Indicativo, non una previsione. Quanto duri e quanto sia profondo un calo reale dipende da quanto visibile è stato l'episodio e da quanto rapidamente e onestamente si è risposto.
Come essere pronti prima di averne bisogno
Scrivi tre regole, non trenta — e collega ognuna a uno dei tre pilastri che reggono davvero: segreti aziendali, privacy di colleghi e clienti, e il marchio. Una lista di trenta divieti non la legge nessuno; tre regole motivate sì.
Metti queste tre regole nello stesso documento del resto dell'inserimento — il manuale del dipendente che ogni nuovo assunto già firma insieme alle altre regole interne. È il momento in cui sembra ancora uno standard, non una reazione.
Chiarisci altrettanto bene cosa è invece benvenuto, e persino desiderato — un momento di orgoglio, una sala piena, un piatto nuovo una volta già in carta.

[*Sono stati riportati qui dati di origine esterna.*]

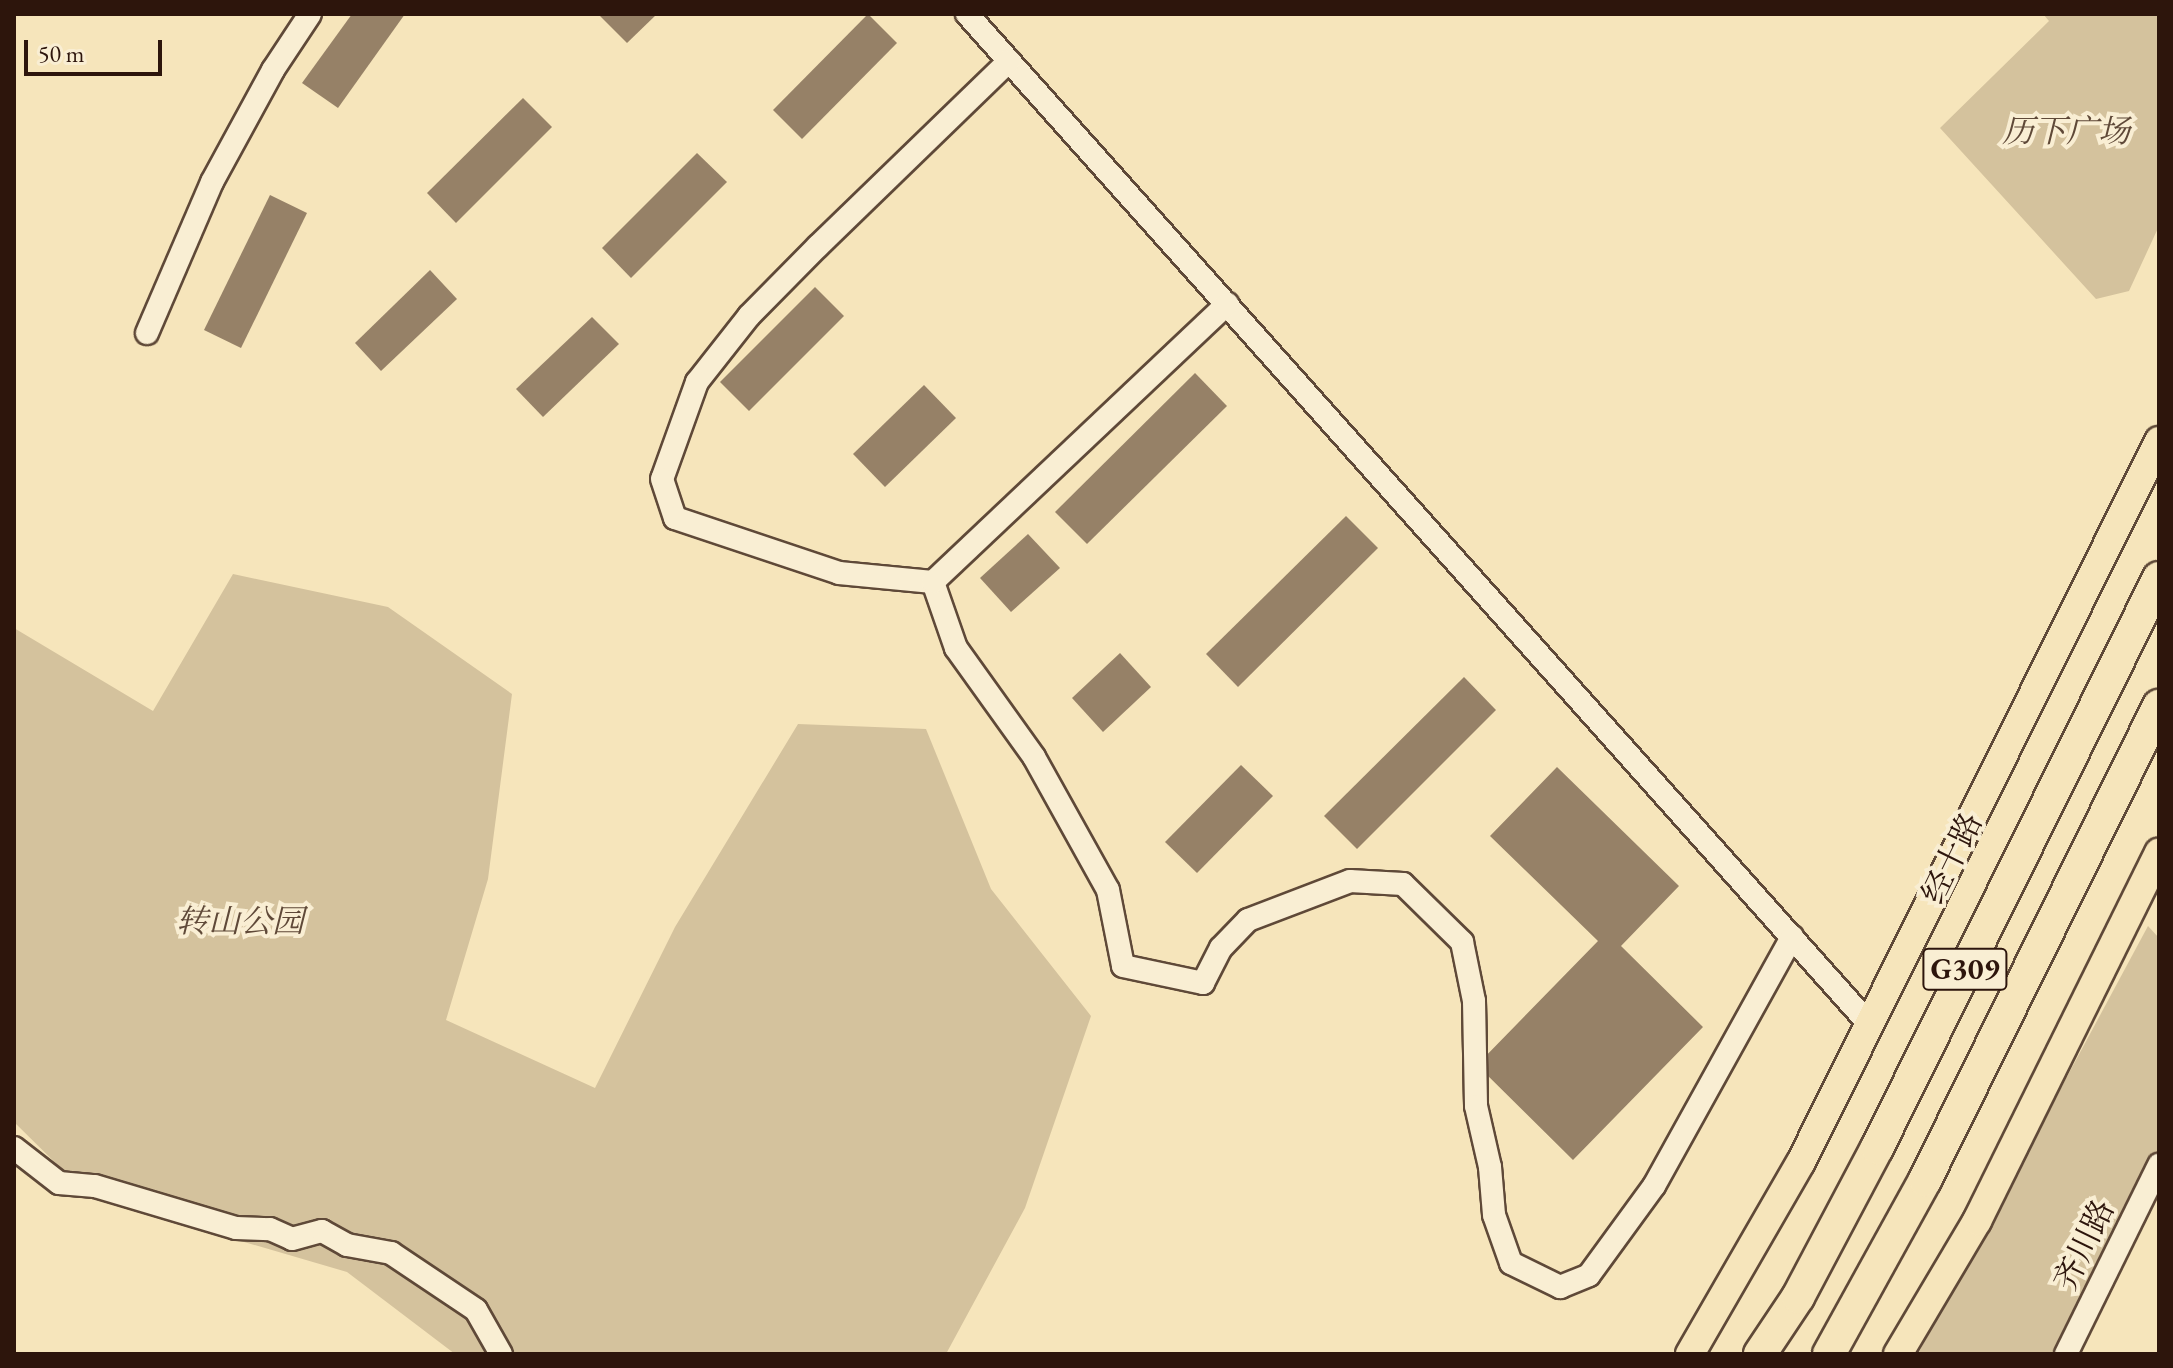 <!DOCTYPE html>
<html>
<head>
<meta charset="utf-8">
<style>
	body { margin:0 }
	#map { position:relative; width:2173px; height:1368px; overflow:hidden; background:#f6e5bb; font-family:"EB Garamond","Noto Serif SC",serif }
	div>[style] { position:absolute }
	.green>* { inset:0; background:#d4c29d }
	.building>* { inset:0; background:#968167 }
	.roads { filter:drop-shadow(2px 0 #5f4938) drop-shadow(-2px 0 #5f4938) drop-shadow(0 2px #5f4938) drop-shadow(0 -2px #5f4938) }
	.minor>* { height:22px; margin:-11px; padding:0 11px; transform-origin:11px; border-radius:11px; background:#f9eed3 }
	.major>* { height:28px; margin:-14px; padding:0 14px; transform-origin:14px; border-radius:14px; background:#f6e5bb }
	.highway>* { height:32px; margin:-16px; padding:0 16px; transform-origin:16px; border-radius:16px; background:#f6e5bb }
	span { translate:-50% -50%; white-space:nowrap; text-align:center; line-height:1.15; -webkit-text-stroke:8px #f9eed3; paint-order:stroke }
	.shield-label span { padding:2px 6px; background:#f9eed3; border:2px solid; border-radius:6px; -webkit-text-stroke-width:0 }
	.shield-label { font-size:30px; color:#2d150c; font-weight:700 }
	.park-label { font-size:32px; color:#5f4938; font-style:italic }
	.street-label { font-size:32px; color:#2d150c }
	.frame { position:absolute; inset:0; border:16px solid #2d150c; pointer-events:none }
	.scale { position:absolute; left:24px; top:40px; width:138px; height:36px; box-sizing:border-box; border:4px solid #2d150c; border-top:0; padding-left:10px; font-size:24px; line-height:28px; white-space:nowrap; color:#2d150c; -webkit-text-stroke:6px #f9eed3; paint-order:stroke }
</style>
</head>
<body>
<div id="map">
	<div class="green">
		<div style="clip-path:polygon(2043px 14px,2159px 14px,2159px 226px,2129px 291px,2096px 299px,1940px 128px,2049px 21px)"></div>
		<div style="clip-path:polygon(233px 574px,388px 607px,512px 694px,488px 879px,446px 1020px,595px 1088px,675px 927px,798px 724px,926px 729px,991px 889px,1091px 1016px,1025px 1208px,946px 1354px,455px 1354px,347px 1272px,90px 1197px,14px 1122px,14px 628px,153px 711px)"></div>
		<div style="clip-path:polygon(2148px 926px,2159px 938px,2159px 1169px,2059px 1354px,1918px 1354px)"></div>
	</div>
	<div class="building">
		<div style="clip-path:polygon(352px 14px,405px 14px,338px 108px,302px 83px)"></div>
		<div style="clip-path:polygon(598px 14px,657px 14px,627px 43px)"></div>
		<div style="clip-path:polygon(868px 14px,897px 43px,802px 139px,773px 110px)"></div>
		<div style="clip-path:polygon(523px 98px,552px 127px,456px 223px,427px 193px)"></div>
		<div style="clip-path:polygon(697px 153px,727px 182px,631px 278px,602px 248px)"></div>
		<div style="clip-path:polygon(270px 195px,307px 213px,241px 348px,204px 330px)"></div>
		<div style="clip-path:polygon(430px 270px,457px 299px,381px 371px,355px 343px)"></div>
		<div style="clip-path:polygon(815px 287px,844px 316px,749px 411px,720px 382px)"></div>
		<div style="clip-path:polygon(592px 317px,619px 344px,543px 417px,516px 389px)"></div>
		<div style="clip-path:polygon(1195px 373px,1227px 406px,1087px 544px,1055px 512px)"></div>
		<div style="clip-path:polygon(924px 385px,956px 418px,885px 487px,853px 454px)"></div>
		<div style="clip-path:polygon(1346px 516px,1378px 548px,1238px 687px,1206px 654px)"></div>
		<div style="clip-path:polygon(1028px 534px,1060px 568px,1011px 612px,980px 578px)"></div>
		<div style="clip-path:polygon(1120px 653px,1151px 687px,1103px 732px,1072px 698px)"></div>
		<div style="clip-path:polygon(1464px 677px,1496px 710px,1357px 849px,1324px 816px)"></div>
		<div style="clip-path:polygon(1241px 765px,1273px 796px,1197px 873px,1165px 842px)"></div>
		<div style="clip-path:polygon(1557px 767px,1679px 886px,1621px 946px,1703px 1027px,1573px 1160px,1477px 1065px,1598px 941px,1490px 836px)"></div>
	</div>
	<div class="roads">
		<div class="minor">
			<div style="left:967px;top:14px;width:1354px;rotate:48.23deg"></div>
			<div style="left:1009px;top:61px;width:266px;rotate:135.9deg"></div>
			<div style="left:818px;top:246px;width:98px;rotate:134.6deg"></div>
			<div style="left:749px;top:316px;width:84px;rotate:128.2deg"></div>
			<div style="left:697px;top:382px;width:103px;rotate:109.8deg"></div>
			<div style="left:662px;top:479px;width:41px;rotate:71.6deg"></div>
			<div style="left:675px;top:518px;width:173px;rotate:18.5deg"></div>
			<div style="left:839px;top:573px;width:94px;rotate:5.5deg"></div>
			<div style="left:933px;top:582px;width:70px;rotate:70.8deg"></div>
			<div style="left:956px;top:648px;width:134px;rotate:54.4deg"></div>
			<div style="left:1034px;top:757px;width:152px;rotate:60.9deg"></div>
			<div style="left:1108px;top:890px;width:77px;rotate:78.8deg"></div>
			<div style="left:1123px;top:966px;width:82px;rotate:12deg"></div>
			<div style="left:1203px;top:983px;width:39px;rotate:-63deg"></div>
			<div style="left:1221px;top:948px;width:39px;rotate:-46deg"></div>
			<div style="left:1248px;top:920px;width:109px;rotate:-20.9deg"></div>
			<div style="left:1350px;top:881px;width:53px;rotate:3.2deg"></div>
			<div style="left:1403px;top:884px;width:83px;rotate:44.5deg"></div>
			<div style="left:1462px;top:942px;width:60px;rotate:78.5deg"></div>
			<div style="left:1474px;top:1001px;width:105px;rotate:88.9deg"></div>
			<div style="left:1476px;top:1106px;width:63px;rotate:77.1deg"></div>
			<div style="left:1490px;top:1167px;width:48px;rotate:85.2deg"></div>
			<div style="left:1494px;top:1215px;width:51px;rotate:70.5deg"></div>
			<div style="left:1511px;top:1263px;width:55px;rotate:26.1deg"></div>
			<div style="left:1560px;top:1287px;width:31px;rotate:-22deg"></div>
			<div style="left:1589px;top:1275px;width:110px;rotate:-53.9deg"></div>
			<div style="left:1654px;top:1186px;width:285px;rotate:-61deg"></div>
			<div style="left:147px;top:333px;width:164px;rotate:-66.7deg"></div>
			<div style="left:212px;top:182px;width:128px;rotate:-61.4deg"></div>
			<div style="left:273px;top:70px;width:67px;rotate:-56.5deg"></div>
			<div style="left:933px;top:582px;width:405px;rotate:-43.4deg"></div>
			<div style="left:14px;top:1148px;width:57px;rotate:37.9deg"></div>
			<div style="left:59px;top:1183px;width:36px;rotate:5deg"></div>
			<div style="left:95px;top:1186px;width:147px;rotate:16.6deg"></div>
			<div style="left:236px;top:1228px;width:34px;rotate:2deg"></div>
			<div style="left:270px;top:1229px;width:24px;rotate:24deg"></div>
			<div style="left:292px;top:1239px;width:31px;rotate:-15deg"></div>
			<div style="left:322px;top:1231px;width:29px;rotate:29deg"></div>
			<div style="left:347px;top:1245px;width:45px;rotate:10.3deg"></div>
			<div style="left:391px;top:1253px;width:102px;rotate:33.8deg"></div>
			<div style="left:476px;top:1310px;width:51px;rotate:60.4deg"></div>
			<div style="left:2066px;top:1354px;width:211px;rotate:-63.8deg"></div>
		</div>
		<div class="major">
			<div style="left:1690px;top:1354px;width:222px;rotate:-60deg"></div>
			<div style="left:1801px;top:1162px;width:805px;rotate:-63.59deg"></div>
			<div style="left:1898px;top:1354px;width:155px;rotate:-59.3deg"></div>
			<div style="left:1977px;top:1221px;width:411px;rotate:-63.7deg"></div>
		</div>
		<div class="highway">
			<div style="left:1760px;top:1354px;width:69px;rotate:-56.3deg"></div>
			<div style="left:1798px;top:1297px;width:169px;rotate:-62.1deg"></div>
			<div style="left:1877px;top:1148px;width:636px;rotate:-63.68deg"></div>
			<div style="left:1829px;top:1354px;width:199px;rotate:-61.1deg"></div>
			<div style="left:1925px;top:1180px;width:529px;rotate:-63.73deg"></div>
		</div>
	</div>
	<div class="shield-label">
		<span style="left:1965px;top:969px">G309</span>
	</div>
	<div class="park-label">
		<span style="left:2066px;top:131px">历下广场</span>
		<span style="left:240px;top:921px">转山公园</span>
	</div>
	<div class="street-label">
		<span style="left:1952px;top:858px;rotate:-64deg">经十路</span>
		<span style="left:2084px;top:1245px;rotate:-64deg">齐川路</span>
	</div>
	<div class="frame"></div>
	<div class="scale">50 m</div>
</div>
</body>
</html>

Una squadra che sa cosa va bene raramente pubblica per errore ciò che non va.
La risposta breve
Non puoi cancellare un video una volta pubblicato — proprio per questo la prevenzione è l'unica leva che conta. Una regola scritta, firmata all'inserimento, limitata a segreti aziendali, privacy e marchio, regge nella pratica. Un divieto generico no.
Il calcolatore qui sopra ci mette un numero: di solito più grande del tempo che serve a scrivere tre frasi e discuterle al primo turno.